Please do. Gosh he is a dork. This dog weighs about 60 pounds and thinks he is a lap dog. He jumped on my head the other day because he was running from my husband. Picture this *snoop* "Protect me mommy!" *Squash* I had a fat lip :\


----------



## Shirleythebetta (Jan 9, 2012)

Armani33 said:


> That is hilarious ha ha ha. When my cat gets into a really deep sleep she will turn half way on her back and sometime you can see her two pointy bottom teeth poking out like a bull dog.


Bull dog/cat? :lol:


----------



## TheCrabbyTabby (Jul 7, 2012)

My mom's dog just snores like a chainsaw. Its very loud.


----------



## teeneythebetta (Apr 29, 2012)

One of my dogs barked in his sleep before. It was so cute <3 not a full on bark- it was kind of muffled.


----------



## Shirleythebetta (Jan 9, 2012)

My basset/beagle in my avatar is a snorer too. I have to wake her up sometimes and she gives me this sleepy have "what?" look. She snores louder than my husband. She barks in her sleep too. Animals are hilarious. I have another pic of snoop with his tounge in his nose.


----------



## teeneythebetta (Apr 29, 2012)

Shirleythebetta said:


> My basset/beagle in my avatar is a snorer too. I have to wake her up sometimes and she gives me this sleepy have "what?" look. She snores louder than my husband. She barks in her sleep too. Animals are hilarious. I have another pic of snoop with his tounge in his nose.

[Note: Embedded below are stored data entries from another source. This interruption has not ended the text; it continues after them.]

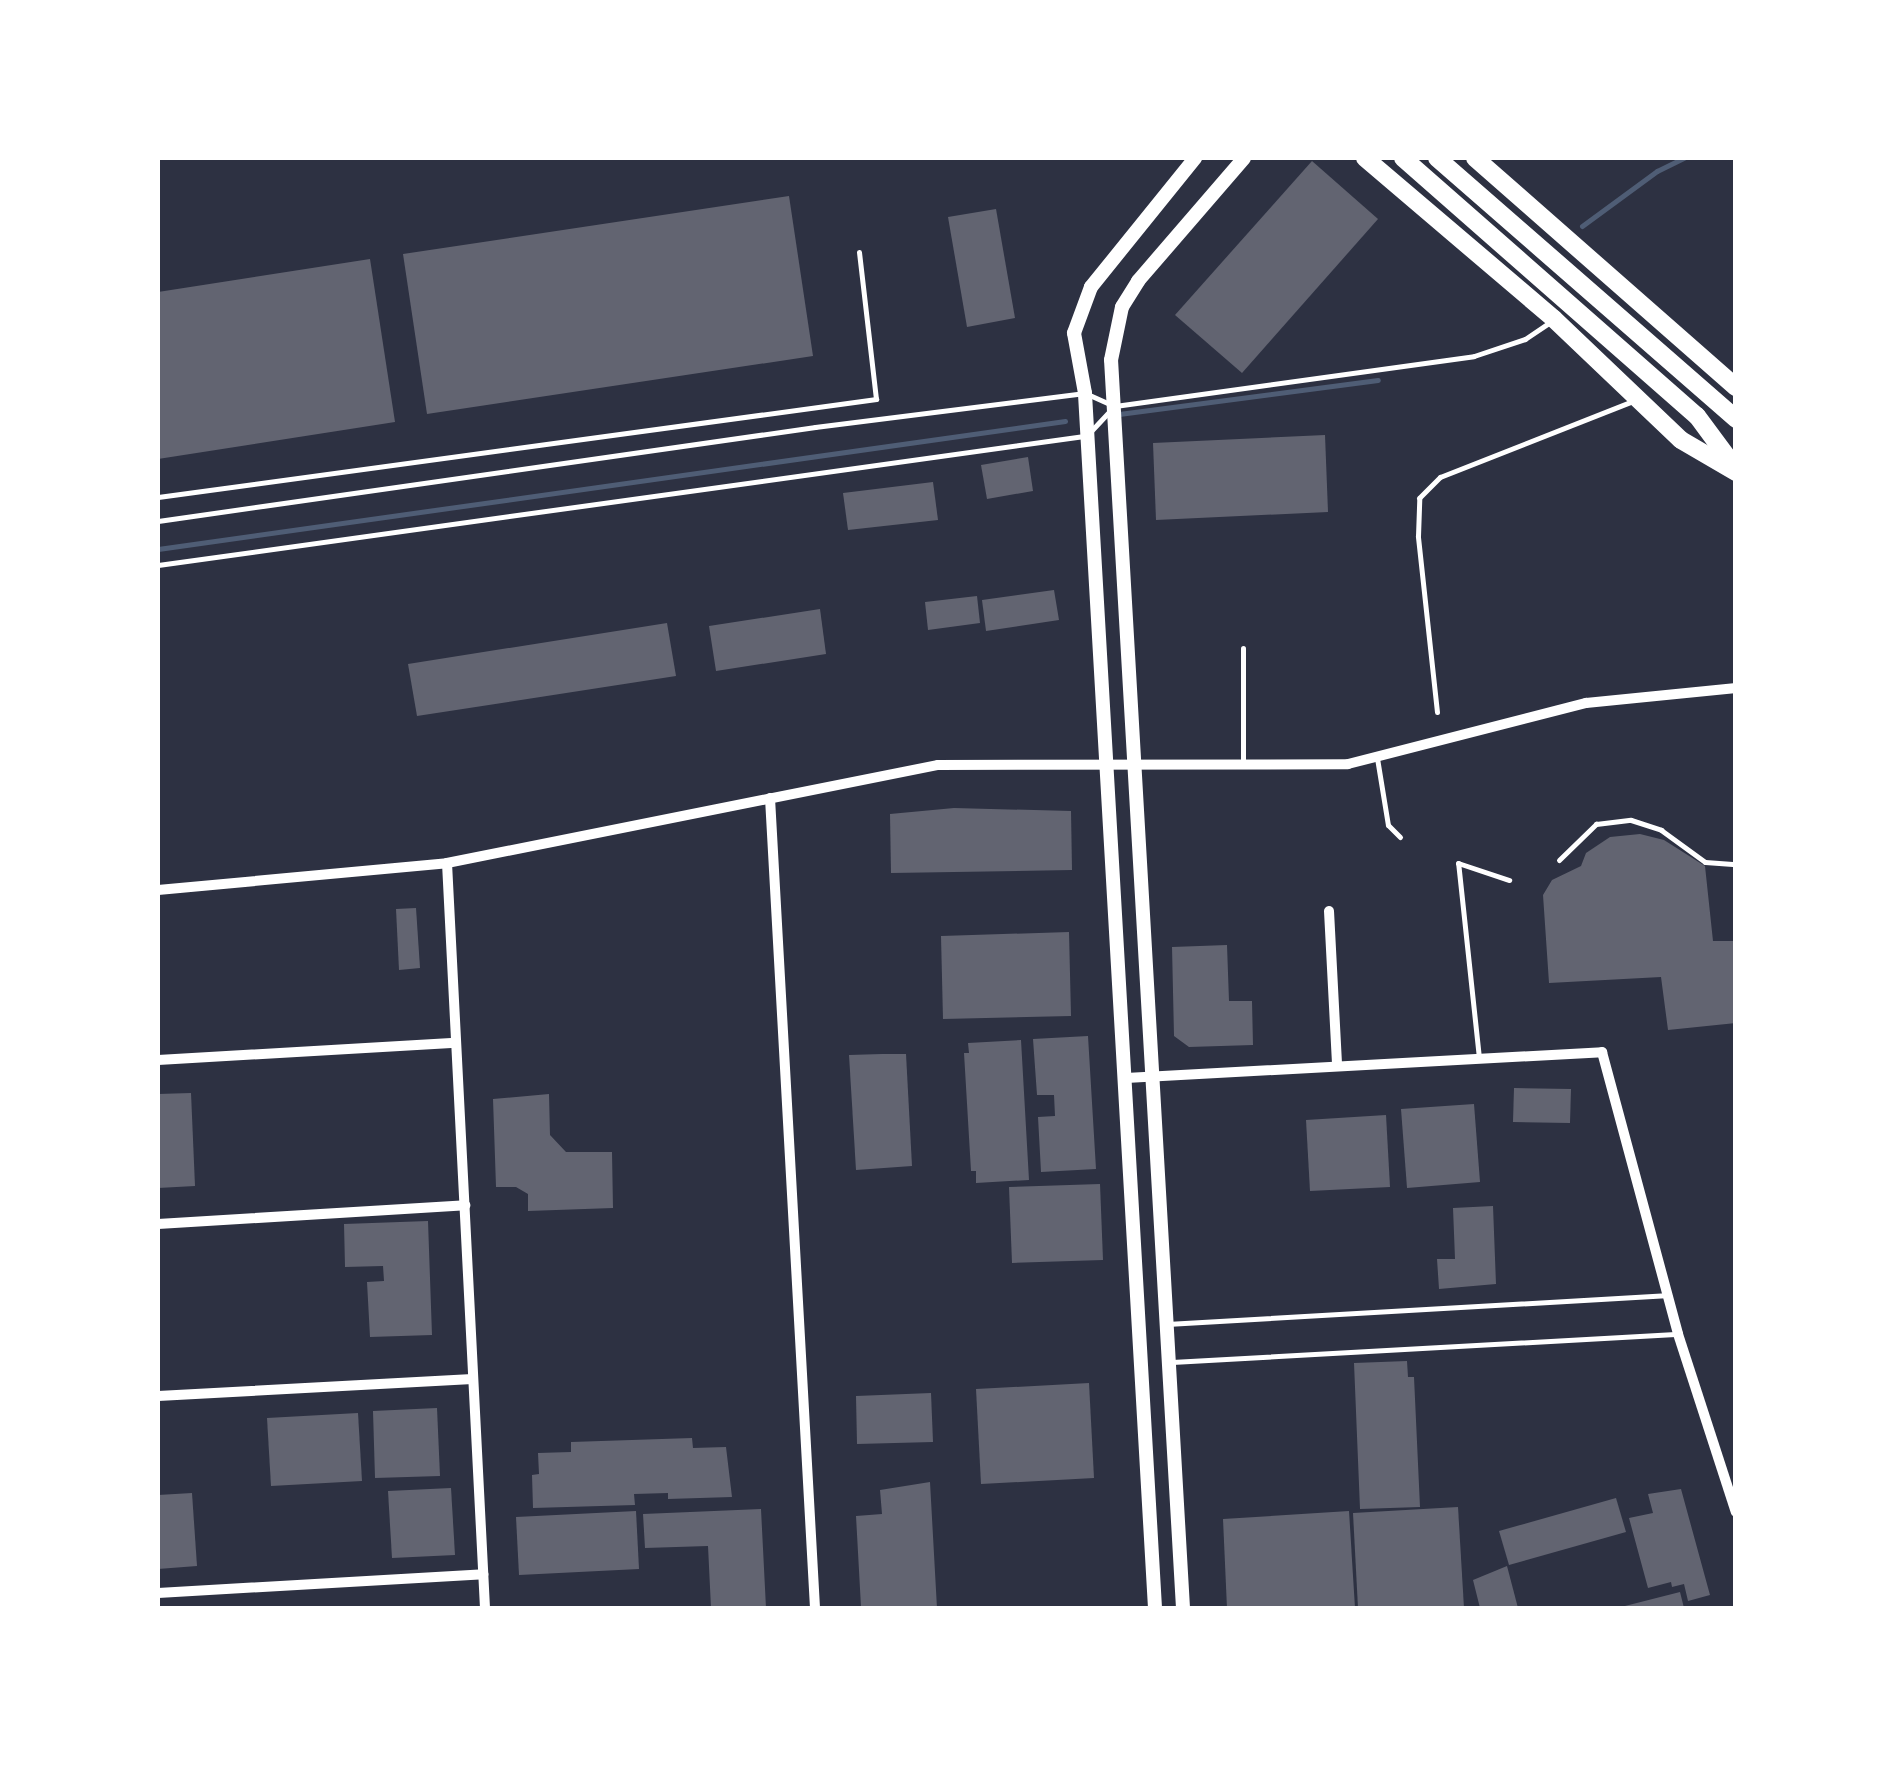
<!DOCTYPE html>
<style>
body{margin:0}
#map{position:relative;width:1893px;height:1766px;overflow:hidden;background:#2d3142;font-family:"DM Sans",sans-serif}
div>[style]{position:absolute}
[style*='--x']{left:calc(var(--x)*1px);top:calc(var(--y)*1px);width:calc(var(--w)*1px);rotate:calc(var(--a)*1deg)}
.stream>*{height:5px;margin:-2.5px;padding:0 2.5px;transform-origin:2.5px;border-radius:2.5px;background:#4f5d75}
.building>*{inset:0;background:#626471}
.service>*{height:5px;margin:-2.5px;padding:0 2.5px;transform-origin:2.5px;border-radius:2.5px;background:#fff}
.minor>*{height:10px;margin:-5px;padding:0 5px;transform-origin:5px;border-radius:5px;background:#fff}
.tertiary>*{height:14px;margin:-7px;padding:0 7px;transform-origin:7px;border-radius:7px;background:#fff}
.primary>*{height:18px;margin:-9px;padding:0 9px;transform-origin:9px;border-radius:9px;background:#fff}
span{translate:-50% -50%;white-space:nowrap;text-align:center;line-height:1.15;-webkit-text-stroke:8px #fff;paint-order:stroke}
.frame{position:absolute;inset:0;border:160px solid #fff;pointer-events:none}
</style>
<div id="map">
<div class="stream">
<i style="--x:1582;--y:226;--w:93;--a:-36.3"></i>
<i style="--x:1657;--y:171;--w:30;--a:-26"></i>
<i style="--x:1119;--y:414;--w:261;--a:-7.5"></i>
<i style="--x:158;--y:549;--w:916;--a:-8.03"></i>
</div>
<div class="building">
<i style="clip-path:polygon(1312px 161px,1378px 219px,1242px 373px,1175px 315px)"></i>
<i style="clip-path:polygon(789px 196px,813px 356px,427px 414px,403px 254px)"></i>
<i style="clip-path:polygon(996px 209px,1015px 318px,967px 327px,948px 217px)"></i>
<i style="clip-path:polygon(370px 259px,395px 422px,158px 459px,158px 292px)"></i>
<i style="clip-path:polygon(1325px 435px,1328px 512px,1156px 520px,1153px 443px)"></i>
<i style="clip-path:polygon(1028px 457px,1033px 491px,987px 499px,981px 465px)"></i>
<i style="clip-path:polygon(933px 482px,938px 520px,848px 530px,843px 493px)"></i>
<i style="clip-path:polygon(1054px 590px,1059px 620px,986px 631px,982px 600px)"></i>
<i style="clip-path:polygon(977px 596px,980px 623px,928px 630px,925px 602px)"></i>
<i style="clip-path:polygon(820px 609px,826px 654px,716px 671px,709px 626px)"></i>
<i style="clip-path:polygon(667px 623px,676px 676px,417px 716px,408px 664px)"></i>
<i style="clip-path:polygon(954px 808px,1071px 811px,1072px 870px,891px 873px,890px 814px)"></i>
<i style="clip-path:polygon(1640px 834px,1664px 840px,1705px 866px,1713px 941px,1736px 941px,1736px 1023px,1668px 1030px,1661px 977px,1549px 983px,1543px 895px,1552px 880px,1581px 866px,1586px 853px,1610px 837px)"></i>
<i style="clip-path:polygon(416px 908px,420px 968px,399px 970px,396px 909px)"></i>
<i style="clip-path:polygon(1069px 932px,1071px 1016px,943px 1019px,941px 936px)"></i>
<i style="clip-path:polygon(1227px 945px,1229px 1001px,1252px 1001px,1253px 1045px,1189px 1047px,1174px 1036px,1172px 947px)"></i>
<i style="clip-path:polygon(1088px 1036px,1096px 1169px,1041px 1172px,1038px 1117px,1055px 1116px,1054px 1095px,1037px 1095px,1033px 1039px)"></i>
<i style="clip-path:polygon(1021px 1040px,1029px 1180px,976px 1183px,976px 1171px,971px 1171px,964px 1053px,969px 1053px,968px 1043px)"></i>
<i style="clip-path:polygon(882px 1054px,906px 1054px,912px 1166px,856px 1170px,849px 1055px)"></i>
<i style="clip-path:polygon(1514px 1088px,1571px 1089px,1570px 1123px,1513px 1122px)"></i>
<i style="clip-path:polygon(191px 1093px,195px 1186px,158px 1188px,158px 1094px)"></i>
<i style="clip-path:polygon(549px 1094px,550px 1135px,566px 1152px,612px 1152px,613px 1208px,528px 1211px,528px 1194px,516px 1187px,496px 1187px,493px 1099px)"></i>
<i style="clip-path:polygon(1474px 1104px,1480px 1182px,1407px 1188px,1401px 1109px)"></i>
<i style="clip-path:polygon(1386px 1115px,1390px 1187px,1310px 1191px,1306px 1120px)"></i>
<i style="clip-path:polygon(1100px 1184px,1103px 1260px,1012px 1263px,1009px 1187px)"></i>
<i style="clip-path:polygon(1493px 1206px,1496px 1284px,1439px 1289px,1437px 1259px,1455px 1259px,1453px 1208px)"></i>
<i style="clip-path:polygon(428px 1221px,432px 1335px,370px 1337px,367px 1282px,384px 1281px,383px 1266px,345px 1267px,344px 1224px)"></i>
<i style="clip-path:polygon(1407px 1361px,1408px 1377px,1414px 1377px,1420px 1507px,1360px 1509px,1354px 1363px)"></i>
<i style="clip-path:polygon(1089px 1383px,1094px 1478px,981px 1484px,976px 1389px)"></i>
<i style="clip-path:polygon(931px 1393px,933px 1442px,857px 1444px,856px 1396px)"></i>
<i style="clip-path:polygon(437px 1408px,440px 1476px,375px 1478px,373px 1411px)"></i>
<i style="clip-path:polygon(358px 1413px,362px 1481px,271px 1486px,267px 1418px)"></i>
<i style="clip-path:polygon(692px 1438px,693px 1448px,726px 1447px,732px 1497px,668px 1499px,668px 1493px,634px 1494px,635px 1505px,533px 1508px,532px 1475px,539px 1474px,538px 1453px,571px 1452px,571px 1442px)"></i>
<i style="clip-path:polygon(930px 1482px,937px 1608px,861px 1607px,856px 1516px,882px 1514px,880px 1490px)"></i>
<i style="clip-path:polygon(451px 1488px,455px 1555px,392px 1558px,388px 1491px)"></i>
<i style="clip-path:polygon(1681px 1489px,1710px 1595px,1688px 1601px,1684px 1584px,1672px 1587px,1671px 1582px,1648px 1588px,1629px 1518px,1653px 1513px,1648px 1494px)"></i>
<i style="clip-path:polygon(192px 1493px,197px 1566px,158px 1569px,158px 1495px)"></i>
<i style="clip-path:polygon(1616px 1498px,1626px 1532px,1509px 1565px,1499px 1531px)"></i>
<i style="clip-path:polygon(1458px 1507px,1464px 1608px,1358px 1608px,1353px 1513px)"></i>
<i style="clip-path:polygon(761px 1509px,766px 1608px,711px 1608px,708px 1546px,645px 1548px,643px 1514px)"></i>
<i style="clip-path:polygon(636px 1511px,639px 1569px,519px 1575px,516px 1517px)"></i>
<i style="clip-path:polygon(1349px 1511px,1355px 1608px,1227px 1608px,1223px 1519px)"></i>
<i style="clip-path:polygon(1507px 1566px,1518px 1608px,1480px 1608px,1473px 1580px)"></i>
<i style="clip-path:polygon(1680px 1592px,1684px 1608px,1622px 1608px,1621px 1607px)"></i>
</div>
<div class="service">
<i style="--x:1115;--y:406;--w:362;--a:-7.9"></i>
<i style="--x:1474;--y:356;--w:54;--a:-18.4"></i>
<i style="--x:1525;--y:339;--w:32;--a:-34"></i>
<i style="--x:1092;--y:430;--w:25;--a:-47"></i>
<i style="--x:158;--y:497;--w:725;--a:-7.77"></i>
<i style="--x:876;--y:399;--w:148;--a:-96.6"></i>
<i style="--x:158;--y:521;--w:664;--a:-8.14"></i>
<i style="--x:815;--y:427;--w:272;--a:-7.2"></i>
<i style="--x:1085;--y:393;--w:30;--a:24"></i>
<i style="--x:158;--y:565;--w:935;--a:-7.93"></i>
<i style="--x:1243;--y:648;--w:116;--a:90"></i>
<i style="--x:1437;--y:712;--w:177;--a:-96.2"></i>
<i style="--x:1418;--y:536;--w:38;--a:-88"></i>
<i style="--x:1419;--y:498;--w:30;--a:-45"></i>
<i style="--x:1440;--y:477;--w:207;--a:-21.5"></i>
<i style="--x:1377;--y:758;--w:68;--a:80.7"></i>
<i style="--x:1388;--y:825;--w:17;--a:45"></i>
<i style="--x:1559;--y:860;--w:52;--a:-44.2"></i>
<i style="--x:1596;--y:824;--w:35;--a:-7"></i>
<i style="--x:1631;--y:820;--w:32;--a:18"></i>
<i style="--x:1661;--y:830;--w:54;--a:36"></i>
<i style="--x:1705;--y:862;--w:31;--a:4"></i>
<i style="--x:1479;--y:1058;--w:196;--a:-96.1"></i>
<i style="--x:1458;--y:863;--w:54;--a:18.4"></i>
<i style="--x:1167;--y:1324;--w:499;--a:-3.3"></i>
<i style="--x:1172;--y:1362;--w:504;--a:-3.19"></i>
</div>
<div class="minor">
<i style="--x:770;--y:798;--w:811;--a:86.82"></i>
<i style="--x:447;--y:863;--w:746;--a:87.08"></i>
<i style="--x:158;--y:890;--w:290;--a:-5.3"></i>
<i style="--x:447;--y:863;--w:501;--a:-11.29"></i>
<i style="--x:938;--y:765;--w:410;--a:-0.1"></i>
<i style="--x:1348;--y:764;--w:246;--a:-14.4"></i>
<i style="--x:1586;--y:703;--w:151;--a:-5.7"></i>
<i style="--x:1329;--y:911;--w:155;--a:87"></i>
<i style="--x:158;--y:1060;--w:298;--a:-3.3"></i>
<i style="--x:1126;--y:1078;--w:477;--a:-3.1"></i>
<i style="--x:1602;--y:1052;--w:292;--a:74.9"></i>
<i style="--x:1678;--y:1334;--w:187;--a:72"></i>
<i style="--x:158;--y:1224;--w:308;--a:-3.5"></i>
<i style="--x:158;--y:1396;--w:315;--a:-3.1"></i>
<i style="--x:158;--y:1593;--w:326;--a:-3.3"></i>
</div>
<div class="tertiary">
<i style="--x:1155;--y:1608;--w:1217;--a:-93.3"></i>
<i style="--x:1085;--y:393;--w:61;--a:-100.4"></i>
<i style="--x:1074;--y:333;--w:49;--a:-69.7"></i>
<i style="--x:1091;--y:287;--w:166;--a:-51.1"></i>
<i style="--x:1183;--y:1608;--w:1250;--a:-93.3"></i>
<i style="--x:1111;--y:360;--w:54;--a:-78.3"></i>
<i style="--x:1122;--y:307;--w:31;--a:-58"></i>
<i style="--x:1138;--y:281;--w:162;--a:-49.2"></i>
</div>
<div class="primary">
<i style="--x:1365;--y:158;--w:248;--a:40.4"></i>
<i style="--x:1554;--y:319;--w:175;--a:43.6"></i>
<i style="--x:1681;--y:440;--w:64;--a:30.2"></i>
<i style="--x:1403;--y:158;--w:391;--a:41.3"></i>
<i style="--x:1697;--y:416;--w:62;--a:53.5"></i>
<i style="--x:1437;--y:158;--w:397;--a:41.1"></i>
<i style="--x:1475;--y:158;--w:347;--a:41.3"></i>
</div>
<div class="frame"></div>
</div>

IN his nose?? xD I wanna see! I wanna see! LOL


----------



## Shirleythebetta (Jan 9, 2012)

Hahah, I have to find my stinking flash drive. *goes to look*


----------



## Shirleythebetta (Jan 9, 2012)

I posted it in this thread http://www.bettafish.com/showthread.php?t=96362

saying IN his nose was me over dramatizing but it's still cute none the less. The other two dogs are my bassett beagle mix and my border terrier mix. The terrier is my little terror XD


----------



## teeneythebetta (Apr 29, 2012)

LOL aww what cuties!!


----------



## Shirleythebetta (Jan 9, 2012)

My terrier hates camera's as you can see. He barks at it. It's funny my oldest fish hates camera's too. They aren't afraid of them though. The dog barks at the camera and the fish flares at it. I have to sneak attact good pics of them both. The basset loves the camera. I get a lot of nose shots. and the shepard doesn't care either way you can see that by the two pics I posted in this thread. That was tonight.


----------



## teeneythebetta (Apr 29, 2012)

Lol my younger one hates the flash on my camera so whenever I take pics of him he try's to bite my camera xD


----------



## Armani33 (May 13, 2012)

Shirleythebetta said:


> Bull dog/cat? :lol:


I guess so haha she is a funny little cat she's a gray japanese bobtail/american shorthair cross well at least that's my best guess


----------



## Shirleythebetta (Jan 9, 2012)

Aww Bobtail. How cool.


----------



## Anitax3x (Aug 26, 2011)

Shirleythebetta - Did you know when any animal sleeps like that, its because they feel so totally safe that they COMPLETELY let their guard down.

So you have a happy pup who trusts you very very much


----------



## Shirleythebetta (Jan 9, 2012)

Dawwww. That's awesome. I love him to peices. He was the first dog my husband and I got together. An animal shelter rescue and one of the best dogs I have owned. He doesn't bark unless a stranger comes near me. He is wonderful with children and loves to cuddle with me. :3


----------



## Anitax3x (Aug 26, 2011)

You did a great job with him! My white modern does that sometimes it makes people laugh lololol !


----------



## Shirleythebetta (Jan 9, 2012)

Thank you. He drives me crazy sometimes though because he always has to lay beside me but I am his comfort and I think I am his woman :/


----------



## Anitax3x (Aug 26, 2011)

Hahaaa! My boxer is the same way. He needs to sleep in my room every night. I think our dogs are on the same wavelength!


----------



## Shirleythebetta (Jan 9, 2012)

yea it's cute sometimes because when snoop lays in my lap my husband will walk by and growl at snoop and say "thats my woman" and snoop will crawl further in my lap. lol


----------



## teeneythebetta (Apr 29, 2012)

Shirleythebetta said:


> yea it's cute sometimes because when snoop lays in my lap my husband will walk by and growl at snoop and say "thats my woman" and snoop will crawl further in my lap. lol


Dawwwww <3


----------